Das Glykoprotein Uromodulin, auch als Tamm-Horsfall Protein bekannt, wurde schon vor über 100 Jahren entdeckt. 1950 haben es die beiden Virologen Tamm und Horsfall erstmals charakterisiert. Es wird in der Niere produziert und über den Urin ausgeschieden. Im menschlichen Urin tritt Uromodulin typischerweise in einer Menge von 50 mg pro Tag auf. Man vermutet, dass Uromodulin das Organ vor der Bildung von Nierensteinen und der Entzündung der Harnwege schützt sowie das Immunsystem reguliert. Mutationen in der Genexpression von Uromodulin werden seit kurzem aber in Zusammenhang mit einer seltenen genetischen Erkrankung gebracht: der so genannten familiären juvenilen hyperurikämischen Nephropathie (FJHN), einer Erbkrankheit, die zu chronischem Nierenversagen und zur Dialyse-Pflicht führen kann. Warum die Mutationen im Uromodulin Gen zu einer Nierenkrankung führen, war bisher unbekannt. Forscher um Dr. Paul Jennings von der Sektion für Physiologie haben nun in einer von der Österreichischen Nationalbank geförderten Studie diesen Zusammenhang erstmals genauer untersucht.

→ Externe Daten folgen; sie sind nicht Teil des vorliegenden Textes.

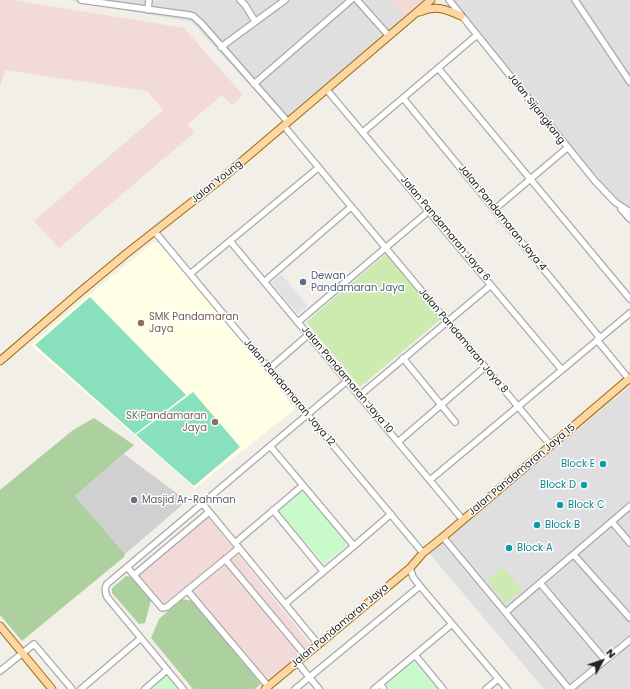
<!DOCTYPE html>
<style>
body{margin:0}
#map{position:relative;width:630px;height:689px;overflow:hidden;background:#f2efe9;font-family:Poppins,sans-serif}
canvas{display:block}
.north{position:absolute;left:582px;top:641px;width:40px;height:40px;-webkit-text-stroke:3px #fff;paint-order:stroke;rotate:50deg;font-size:11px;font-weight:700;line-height:16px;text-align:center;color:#222}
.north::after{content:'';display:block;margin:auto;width:14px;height:18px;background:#222;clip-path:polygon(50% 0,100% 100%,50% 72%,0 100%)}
</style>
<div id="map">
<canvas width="630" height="689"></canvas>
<div class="north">N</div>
</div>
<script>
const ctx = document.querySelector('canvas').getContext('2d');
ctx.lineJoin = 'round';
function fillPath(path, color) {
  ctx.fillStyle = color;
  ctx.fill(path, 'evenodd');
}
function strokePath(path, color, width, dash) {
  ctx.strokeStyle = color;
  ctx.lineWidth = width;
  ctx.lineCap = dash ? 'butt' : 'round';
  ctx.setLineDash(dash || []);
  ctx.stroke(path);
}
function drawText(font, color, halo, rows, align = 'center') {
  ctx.font = font + ' Poppins,sans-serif';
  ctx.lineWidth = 3;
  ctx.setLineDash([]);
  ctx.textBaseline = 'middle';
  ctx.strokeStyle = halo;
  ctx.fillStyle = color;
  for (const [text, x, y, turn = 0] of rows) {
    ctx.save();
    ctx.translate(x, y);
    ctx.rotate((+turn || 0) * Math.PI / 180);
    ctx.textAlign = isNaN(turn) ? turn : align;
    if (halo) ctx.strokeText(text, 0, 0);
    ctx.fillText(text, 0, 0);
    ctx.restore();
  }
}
const residential = new Path2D(`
 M67,0h366l-146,126 -95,-104z
 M449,0h181v209l-17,-10z
 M630,386v303h-86l-116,-137z`);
const commercial = new Path2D(`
 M0,0h14l170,28 59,67 -11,11 -10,-11 -34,29 6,9 -135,115 -25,-27 129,-111 -16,-19 -142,-21 -5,17z
 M389,0h35l-19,18z
 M207,516l104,129 -44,36 -79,-94 -22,18 -4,1 -25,-30z`);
const education = new Path2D(`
 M154,242l5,1 89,106 47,60 -100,79 -164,-143 51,-44z`);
const religious = new Path2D(`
 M124,454l63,47 -62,53 -50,-58z`);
const grass = new Path2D(`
 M387,253l55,65 -82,69 -54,-65z
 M502,567l20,23 -16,13 -19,-23z`);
const forest = new Path2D(`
 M94,418l40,27 -59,51 50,58 -1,3 -102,84 -22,-26v-125l73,-60z
 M126,576l5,1 20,23 -6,23 -6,1 -27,-31v-5z
 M182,599l11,2 68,83 -6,5h-62l-42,-51 8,-19z`);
const park = new Path2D(`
 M300,492l6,1 39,47 1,6 -22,18 -46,-54z
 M413,660l25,29h-47l-5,-5z
 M166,673l14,16h-33z`);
const pitch = new Path2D(`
 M90,297l96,98 -51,39 -100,-89z
 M193,392l47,55 -46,39 -58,-51z`);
const parking = new Path2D(`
 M281,274l27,32 -10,8 -27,-31z`);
const minor = new Path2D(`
 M81,0l108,15 4,1 8,7 87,99
 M240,0l5,5 10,16
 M357,0l32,36
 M449,0l146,181 20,21 15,10
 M575,0l55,82
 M148,10l1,-10
 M221,47l64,-47
 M438,68l192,231
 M254,84l97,-84
 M327,90l235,280
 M403,98l197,240
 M284,126l267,320
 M363,132l114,-97
 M495,209l72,-61
 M621,209l9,10
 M155,232l268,321
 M230,241l233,279
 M190,274l128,-106
 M264,282l87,-75
 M298,322l131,-111
 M597,340l32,39
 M403,358l52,64
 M269,369l39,-34
 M359,396l132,-111
 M398,442l87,-75
 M270,446l84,100
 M430,480l200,-167
 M202,503l116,141
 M273,510l50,61
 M612,522l18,21
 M443,537l126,152
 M235,543l67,-57
 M574,555l56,63
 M225,559l80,96
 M127,567l35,41 5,-1 72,-59
 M410,568l3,9 7,9 87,103
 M134,575l75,-63
 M540,583l65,77
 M187,590l81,96
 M285,604l69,-58 37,-32
 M506,612l124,-106
 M415,655l28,34
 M297,662l22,27
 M0,671l34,-27 38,45
 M380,684l4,5
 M81,689l60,-51
 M145,689l22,-19
 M183,689l-76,-92c-2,-5 -3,-9 0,-13l240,-203
 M295,689l125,-103
 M374,689l78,-65
 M486,689l12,-10
 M570,689l60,-49`);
const major = new Path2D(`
 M420,12c16,-7 26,-3 41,4
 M0,361l80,-69 47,-39 93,-73 211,-180
 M0,626l52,63
 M265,689l145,-121 13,-15 20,-16 187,-159`);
const markers = [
 [303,282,4,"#5c6f8a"],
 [141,323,4,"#8d6e63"],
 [215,422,4,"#8d6e63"],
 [603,464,4,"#0f9aa8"],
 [584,485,4,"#0f9aa8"],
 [134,500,4,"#6b7280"],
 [560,505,4,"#0f9aa8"],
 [537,525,4,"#0f9aa8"],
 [509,548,4,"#0f9aa8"]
];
const streetNames = [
 ["Jalan Sijangkang",536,109,52],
 ["Jalan Young",217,182,-39],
 ["Jalan Pandamaran Jaya 4",502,218,51],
 ["Jalan Pandamaran Jaya 6",445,229,50],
 ["Jalan Pandamaran Jaya 8",463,341,50],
 ["Jalan Pandamaran Jaya 10",347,380,50],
 ["Jalan Pandamaran Jaya 12",289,393,50],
 ["Jalan Pandamaran Jaya 15",522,470,-40],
 ["Jalan Pandamaran Jaya",340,626,-40]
];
const serviceNames = [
 ["Dewan",311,276],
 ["Pandamaran Jaya",311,288]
];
const educationNames = [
 ["SMK Pandamaran",149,317],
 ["Jaya",149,329],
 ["SK Pandamaran",207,416,"right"],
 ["Jaya",207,428,"right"]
];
const cultureNames = [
 ["Block E",595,464,"right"],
 ["Block D",576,485,"right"],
 ["Block C",568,505],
 ["Block B",545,525],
 ["Block A",517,548]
];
const worshipNames = [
 ["Masjid Ar-Rahman",142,500]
];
fillPath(residential, '#e0dfdf');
fillPath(commercial, '#f2dad9');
fillPath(education, '#ffffe5');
fillPath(religious, '#d0d0d0');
fillPath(grass, '#cdebb0');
fillPath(forest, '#add19e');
fillPath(park, '#c8facc');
fillPath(pitch, '#88e0be');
fillPath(parking, '#e2e2e2');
strokePath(minor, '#a9a9a9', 8);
strokePath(major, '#a06b00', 9);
strokePath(minor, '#fff', 5.5);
strokePath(major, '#fcd6a4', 7);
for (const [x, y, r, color] of markers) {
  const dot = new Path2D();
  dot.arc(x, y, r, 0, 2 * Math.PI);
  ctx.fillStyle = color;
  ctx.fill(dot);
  strokePath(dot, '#fff', 1.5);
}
drawText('10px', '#222', '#fff', streetNames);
drawText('10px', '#4e5e75', '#fff', serviceNames, 'left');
drawText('10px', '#785e54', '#fff', educationNames, 'left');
drawText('10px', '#0d838f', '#fff', cultureNames, 'left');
drawText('10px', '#5b616d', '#fff', worshipNames, 'left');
</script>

Grundlage für weitere Forschungen

„Wir haben im Labor ein Modell entwickelt“, erklärt Dr. Jennings, „in dem wir die mutierten Gene in kultivierte Nierenzellen einbringen und diese dann mit Zellen vergleichen, die das nichtmutierte Protein synthetisieren.“ Das mutierte Protein wurde dabei in geringerem Maß in den Urin ausgeschieden, dafür aber in gleichem Maß ins Blut ausgesondert wie das normale Protein. In klinischen Tests konnten die Wissenschaftler außerdem zeigen, dass Uromodulin im Blut von gesunden Menschen in geringen Mengen vorkommt, der Pegel bei Patienten mit dem mutierten Protein aber dramatisch ansteigt. Sie benutzten dabei ein von Dr. Jennings entwickeltes Analyseverfahren. „Obwohl das Rätsel noch nicht gelöst ist, werfen unsere Ergebnisse doch ein neues Licht auf diese Erkrankungen“, sagt Paul Jennigs. „Damit haben wir einen Grundstein für die weitere Erforschung dieser mit Uromodulin verknüpften Krankheiten gelegt.“ Die Ergebnisse haben die Wissenschaftler im Januar in der wichtigsten nephrologischen Fachzeitschrift, dem Journal of the American Society of Nephrology, veröffentlicht und wurden dort in einem Editorial von Dr. Satish Kumar vom University of Oklahoma Health Science Center speziell gewürdigt. Die Arbeit entstand in enger Zusammenarbeit von Dr. Paul Jennings mit Mag. Sonia Aydin, Dr. Judith Lechner und Prof. Walter Pfaller von der Sektion für Physiologie, Prof. Karl Lhotta von der Klinischen Abteilung für Nephrologie sowie Forschern aus Graz und Oxford.

(cf)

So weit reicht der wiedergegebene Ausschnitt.